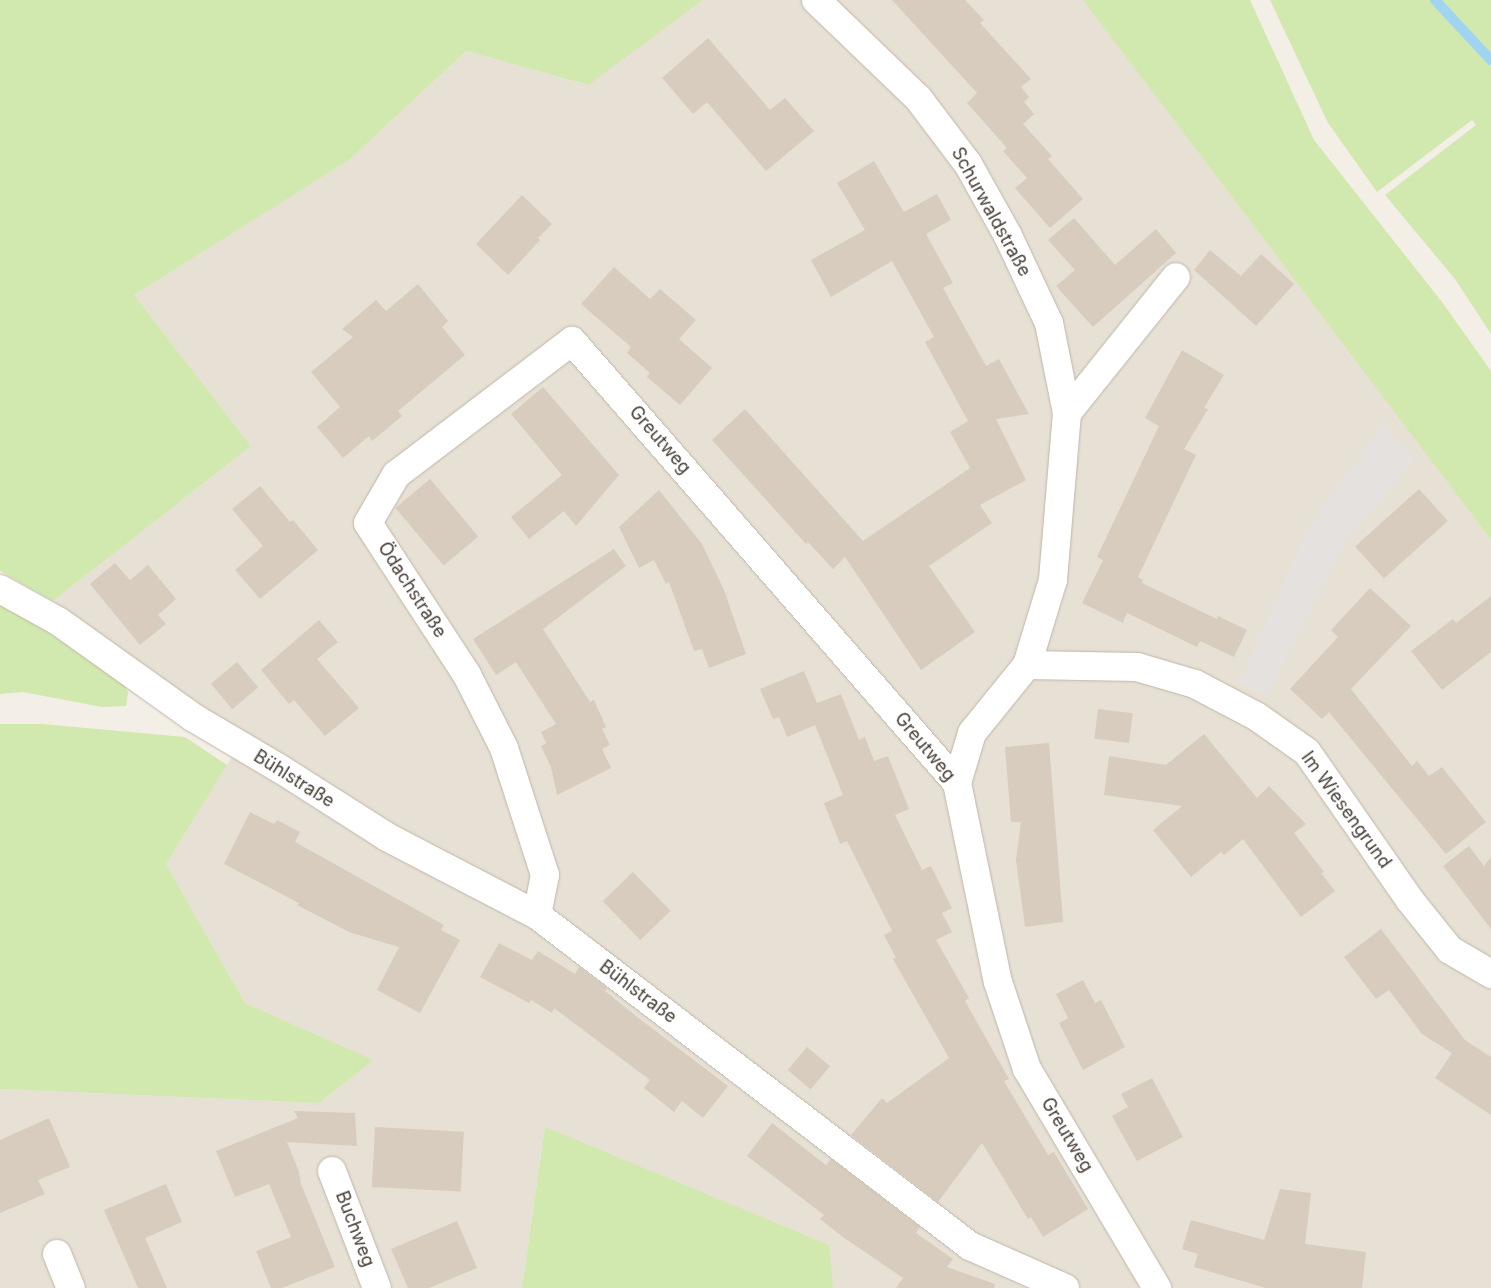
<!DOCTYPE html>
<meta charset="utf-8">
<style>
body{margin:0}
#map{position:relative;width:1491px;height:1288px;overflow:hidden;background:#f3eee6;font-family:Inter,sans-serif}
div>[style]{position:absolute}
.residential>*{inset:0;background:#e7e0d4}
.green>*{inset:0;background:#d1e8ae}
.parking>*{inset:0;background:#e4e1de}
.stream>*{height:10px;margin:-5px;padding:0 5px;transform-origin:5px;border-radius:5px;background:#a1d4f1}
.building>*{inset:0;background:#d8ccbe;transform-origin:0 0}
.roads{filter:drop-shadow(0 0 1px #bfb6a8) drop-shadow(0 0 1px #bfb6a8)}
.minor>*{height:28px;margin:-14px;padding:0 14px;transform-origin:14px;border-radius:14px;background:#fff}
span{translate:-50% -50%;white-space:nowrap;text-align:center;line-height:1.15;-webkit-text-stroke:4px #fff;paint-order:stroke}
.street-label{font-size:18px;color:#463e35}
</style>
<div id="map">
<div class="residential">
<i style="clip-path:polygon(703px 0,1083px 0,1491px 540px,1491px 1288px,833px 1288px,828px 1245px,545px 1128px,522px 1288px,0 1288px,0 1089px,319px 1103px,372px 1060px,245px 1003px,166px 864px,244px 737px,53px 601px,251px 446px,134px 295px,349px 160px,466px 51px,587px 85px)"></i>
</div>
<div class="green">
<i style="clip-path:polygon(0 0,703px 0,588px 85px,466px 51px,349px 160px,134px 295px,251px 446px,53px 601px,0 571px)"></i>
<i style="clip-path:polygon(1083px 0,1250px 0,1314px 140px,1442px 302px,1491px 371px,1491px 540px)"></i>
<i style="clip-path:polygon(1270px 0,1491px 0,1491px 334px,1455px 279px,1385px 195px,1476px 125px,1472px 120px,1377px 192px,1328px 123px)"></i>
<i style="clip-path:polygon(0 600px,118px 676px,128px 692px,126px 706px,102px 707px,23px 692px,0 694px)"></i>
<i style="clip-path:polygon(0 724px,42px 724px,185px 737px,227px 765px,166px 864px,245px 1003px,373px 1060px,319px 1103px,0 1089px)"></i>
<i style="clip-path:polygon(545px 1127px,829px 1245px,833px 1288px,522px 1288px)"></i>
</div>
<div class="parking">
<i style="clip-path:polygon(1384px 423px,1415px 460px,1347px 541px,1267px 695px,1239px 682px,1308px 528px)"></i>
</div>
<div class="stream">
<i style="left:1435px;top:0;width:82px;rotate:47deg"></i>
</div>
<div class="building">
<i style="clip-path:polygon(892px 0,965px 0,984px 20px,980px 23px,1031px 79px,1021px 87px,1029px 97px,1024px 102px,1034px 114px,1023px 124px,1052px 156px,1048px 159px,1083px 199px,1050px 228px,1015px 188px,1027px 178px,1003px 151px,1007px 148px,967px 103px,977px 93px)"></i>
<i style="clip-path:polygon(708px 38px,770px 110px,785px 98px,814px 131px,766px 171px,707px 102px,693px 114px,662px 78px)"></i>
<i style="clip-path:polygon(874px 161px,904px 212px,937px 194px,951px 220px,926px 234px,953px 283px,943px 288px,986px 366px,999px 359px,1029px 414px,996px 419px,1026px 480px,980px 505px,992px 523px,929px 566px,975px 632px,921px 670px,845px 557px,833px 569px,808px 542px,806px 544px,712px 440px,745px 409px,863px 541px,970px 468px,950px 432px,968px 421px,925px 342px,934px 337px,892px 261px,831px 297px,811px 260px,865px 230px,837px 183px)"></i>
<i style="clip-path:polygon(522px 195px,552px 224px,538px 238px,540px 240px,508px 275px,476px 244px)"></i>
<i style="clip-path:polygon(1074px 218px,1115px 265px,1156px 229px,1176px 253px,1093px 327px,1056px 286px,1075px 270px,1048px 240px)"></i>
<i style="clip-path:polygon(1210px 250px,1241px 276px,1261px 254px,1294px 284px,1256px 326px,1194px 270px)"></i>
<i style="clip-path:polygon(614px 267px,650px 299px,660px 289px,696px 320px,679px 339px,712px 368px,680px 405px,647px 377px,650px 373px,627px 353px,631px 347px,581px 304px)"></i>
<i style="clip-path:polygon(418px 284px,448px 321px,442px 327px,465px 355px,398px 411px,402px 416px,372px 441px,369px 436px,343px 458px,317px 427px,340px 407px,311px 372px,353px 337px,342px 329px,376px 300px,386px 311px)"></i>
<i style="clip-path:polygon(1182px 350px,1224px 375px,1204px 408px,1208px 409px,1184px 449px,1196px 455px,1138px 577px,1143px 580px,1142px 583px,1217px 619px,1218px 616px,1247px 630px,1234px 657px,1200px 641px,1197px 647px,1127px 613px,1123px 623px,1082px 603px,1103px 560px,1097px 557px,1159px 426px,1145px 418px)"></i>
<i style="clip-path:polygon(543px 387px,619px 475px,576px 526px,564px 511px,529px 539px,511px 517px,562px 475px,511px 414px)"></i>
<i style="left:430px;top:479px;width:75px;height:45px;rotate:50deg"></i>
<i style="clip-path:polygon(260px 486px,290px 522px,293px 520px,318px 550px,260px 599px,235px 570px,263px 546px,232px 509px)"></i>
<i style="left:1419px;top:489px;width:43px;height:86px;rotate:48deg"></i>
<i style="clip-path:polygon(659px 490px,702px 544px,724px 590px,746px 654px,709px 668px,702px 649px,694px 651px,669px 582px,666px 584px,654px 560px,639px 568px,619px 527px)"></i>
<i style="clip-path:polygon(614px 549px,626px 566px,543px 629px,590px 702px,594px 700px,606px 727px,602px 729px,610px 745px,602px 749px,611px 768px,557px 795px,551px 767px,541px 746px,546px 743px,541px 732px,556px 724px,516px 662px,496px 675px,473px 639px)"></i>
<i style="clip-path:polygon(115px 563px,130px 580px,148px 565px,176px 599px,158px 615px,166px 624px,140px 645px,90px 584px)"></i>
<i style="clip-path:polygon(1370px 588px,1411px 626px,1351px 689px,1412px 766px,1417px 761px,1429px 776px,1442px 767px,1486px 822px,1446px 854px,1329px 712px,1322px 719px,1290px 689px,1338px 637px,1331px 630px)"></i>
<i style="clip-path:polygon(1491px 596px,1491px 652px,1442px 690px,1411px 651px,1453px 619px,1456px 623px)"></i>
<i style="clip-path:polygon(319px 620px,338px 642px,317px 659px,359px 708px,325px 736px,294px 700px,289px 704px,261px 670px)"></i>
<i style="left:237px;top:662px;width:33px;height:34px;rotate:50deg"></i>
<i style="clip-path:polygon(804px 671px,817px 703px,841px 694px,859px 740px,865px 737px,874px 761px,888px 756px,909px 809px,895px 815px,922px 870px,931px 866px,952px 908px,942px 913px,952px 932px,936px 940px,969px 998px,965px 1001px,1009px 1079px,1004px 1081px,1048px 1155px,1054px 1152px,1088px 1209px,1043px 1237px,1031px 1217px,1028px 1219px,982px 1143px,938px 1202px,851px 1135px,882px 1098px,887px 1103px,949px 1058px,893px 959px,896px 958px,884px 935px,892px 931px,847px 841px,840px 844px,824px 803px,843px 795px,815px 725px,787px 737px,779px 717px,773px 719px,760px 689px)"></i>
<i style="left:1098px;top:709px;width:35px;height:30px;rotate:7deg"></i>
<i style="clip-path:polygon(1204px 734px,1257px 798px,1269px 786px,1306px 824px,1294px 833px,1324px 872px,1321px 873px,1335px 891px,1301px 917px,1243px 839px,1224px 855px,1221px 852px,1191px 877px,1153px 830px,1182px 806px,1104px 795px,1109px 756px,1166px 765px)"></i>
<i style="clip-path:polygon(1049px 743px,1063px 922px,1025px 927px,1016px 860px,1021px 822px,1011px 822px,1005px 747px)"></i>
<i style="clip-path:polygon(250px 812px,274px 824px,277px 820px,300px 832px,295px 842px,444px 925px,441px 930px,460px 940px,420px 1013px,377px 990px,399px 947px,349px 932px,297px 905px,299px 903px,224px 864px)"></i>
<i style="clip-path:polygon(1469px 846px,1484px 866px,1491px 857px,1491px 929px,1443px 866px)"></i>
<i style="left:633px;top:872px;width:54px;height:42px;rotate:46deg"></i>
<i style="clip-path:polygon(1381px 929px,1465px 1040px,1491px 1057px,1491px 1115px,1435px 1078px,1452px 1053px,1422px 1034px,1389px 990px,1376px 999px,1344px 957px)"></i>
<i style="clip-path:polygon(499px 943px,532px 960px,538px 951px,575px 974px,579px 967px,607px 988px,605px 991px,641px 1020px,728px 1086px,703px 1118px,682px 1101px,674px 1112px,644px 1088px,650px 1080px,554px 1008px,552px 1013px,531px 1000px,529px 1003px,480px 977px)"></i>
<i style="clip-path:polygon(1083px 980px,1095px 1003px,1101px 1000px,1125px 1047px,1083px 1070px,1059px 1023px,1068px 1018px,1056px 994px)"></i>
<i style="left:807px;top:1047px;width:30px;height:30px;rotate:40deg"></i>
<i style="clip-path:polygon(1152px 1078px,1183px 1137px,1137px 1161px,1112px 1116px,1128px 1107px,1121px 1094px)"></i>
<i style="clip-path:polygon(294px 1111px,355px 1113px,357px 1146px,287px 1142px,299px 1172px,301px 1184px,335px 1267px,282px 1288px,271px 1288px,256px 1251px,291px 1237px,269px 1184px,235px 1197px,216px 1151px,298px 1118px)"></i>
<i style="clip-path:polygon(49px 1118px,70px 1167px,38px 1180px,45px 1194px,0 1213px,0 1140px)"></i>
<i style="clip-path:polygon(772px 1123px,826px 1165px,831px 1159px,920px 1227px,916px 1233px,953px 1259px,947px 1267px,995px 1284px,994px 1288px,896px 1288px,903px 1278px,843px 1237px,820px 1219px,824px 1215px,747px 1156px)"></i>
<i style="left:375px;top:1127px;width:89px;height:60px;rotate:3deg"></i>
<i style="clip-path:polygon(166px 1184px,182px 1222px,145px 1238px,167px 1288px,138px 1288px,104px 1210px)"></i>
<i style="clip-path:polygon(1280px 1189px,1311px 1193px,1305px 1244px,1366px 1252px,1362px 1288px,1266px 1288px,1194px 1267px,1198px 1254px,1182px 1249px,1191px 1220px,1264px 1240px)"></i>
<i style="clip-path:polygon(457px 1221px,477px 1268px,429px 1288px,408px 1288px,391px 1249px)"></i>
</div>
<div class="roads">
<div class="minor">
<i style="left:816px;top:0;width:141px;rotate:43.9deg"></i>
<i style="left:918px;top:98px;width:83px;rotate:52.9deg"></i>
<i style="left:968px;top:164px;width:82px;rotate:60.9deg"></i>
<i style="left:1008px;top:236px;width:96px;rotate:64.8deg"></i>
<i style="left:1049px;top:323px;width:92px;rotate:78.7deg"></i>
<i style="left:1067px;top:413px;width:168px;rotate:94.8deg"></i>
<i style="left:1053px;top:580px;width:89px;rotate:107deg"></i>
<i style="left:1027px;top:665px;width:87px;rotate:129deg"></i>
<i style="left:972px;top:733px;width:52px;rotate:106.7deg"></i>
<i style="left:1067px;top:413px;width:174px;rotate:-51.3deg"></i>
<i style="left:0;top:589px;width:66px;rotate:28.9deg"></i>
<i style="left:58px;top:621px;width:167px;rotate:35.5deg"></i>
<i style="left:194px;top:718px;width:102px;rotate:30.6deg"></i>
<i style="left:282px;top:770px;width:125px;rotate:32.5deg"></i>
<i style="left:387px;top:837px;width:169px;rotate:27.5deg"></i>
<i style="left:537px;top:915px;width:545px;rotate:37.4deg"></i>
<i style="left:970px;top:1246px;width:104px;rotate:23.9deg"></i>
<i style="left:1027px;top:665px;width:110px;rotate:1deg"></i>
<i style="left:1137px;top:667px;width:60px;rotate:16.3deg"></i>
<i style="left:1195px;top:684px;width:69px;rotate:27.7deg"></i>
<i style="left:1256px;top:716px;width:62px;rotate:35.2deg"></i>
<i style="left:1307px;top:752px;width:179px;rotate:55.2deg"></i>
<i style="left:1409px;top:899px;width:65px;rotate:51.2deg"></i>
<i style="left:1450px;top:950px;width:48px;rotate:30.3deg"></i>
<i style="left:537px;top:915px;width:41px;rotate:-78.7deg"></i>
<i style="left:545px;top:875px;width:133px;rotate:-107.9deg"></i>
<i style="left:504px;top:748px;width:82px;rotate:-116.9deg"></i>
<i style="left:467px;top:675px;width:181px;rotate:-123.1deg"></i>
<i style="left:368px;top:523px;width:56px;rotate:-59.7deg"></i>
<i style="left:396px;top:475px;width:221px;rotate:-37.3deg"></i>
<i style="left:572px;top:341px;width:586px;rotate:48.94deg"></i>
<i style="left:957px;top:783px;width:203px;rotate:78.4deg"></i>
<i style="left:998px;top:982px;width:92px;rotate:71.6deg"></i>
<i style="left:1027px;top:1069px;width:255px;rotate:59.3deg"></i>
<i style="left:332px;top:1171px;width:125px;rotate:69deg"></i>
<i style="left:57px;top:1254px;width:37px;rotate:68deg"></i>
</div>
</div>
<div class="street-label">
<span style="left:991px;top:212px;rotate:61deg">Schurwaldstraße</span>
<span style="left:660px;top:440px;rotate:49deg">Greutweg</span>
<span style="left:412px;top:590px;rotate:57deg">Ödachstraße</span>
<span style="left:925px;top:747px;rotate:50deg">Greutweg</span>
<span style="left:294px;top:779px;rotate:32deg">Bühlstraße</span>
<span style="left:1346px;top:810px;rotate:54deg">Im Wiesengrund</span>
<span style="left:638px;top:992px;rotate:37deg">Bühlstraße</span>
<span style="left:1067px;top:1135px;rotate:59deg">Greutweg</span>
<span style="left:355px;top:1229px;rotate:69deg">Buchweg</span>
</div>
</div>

* _What you should do_: Exactly reproduce the lines that run from the first line of the listing above to the line containing "1px #bfb6a8) drop-shadow(0", including both; omit the pictures.

* _Task response_:
<!DOCTYPE html>
<meta charset="utf-8">
<style>
body{margin:0}
#map{position:relative;width:1491px;height:1288px;overflow:hidden;background:#f3eee6;font-family:Inter,sans-serif}
div>[style]{position:absolute}
.residential>*{inset:0;background:#e7e0d4}
.green>*{inset:0;background:#d1e8ae}
.parking>*{inset:0;background:#e4e1de}
.stream>*{height:10px;margin:-5px;padding:0 5px;transform-origin:5px;border-radius:5px;background:#a1d4f1}
.building>*{inset:0;background:#d8ccbe;transform-origin:0 0}
.roads{filter:drop-shadow(0 0 1px #bfb6a8) drop-shadow(0 0 1px #bfb6a8)}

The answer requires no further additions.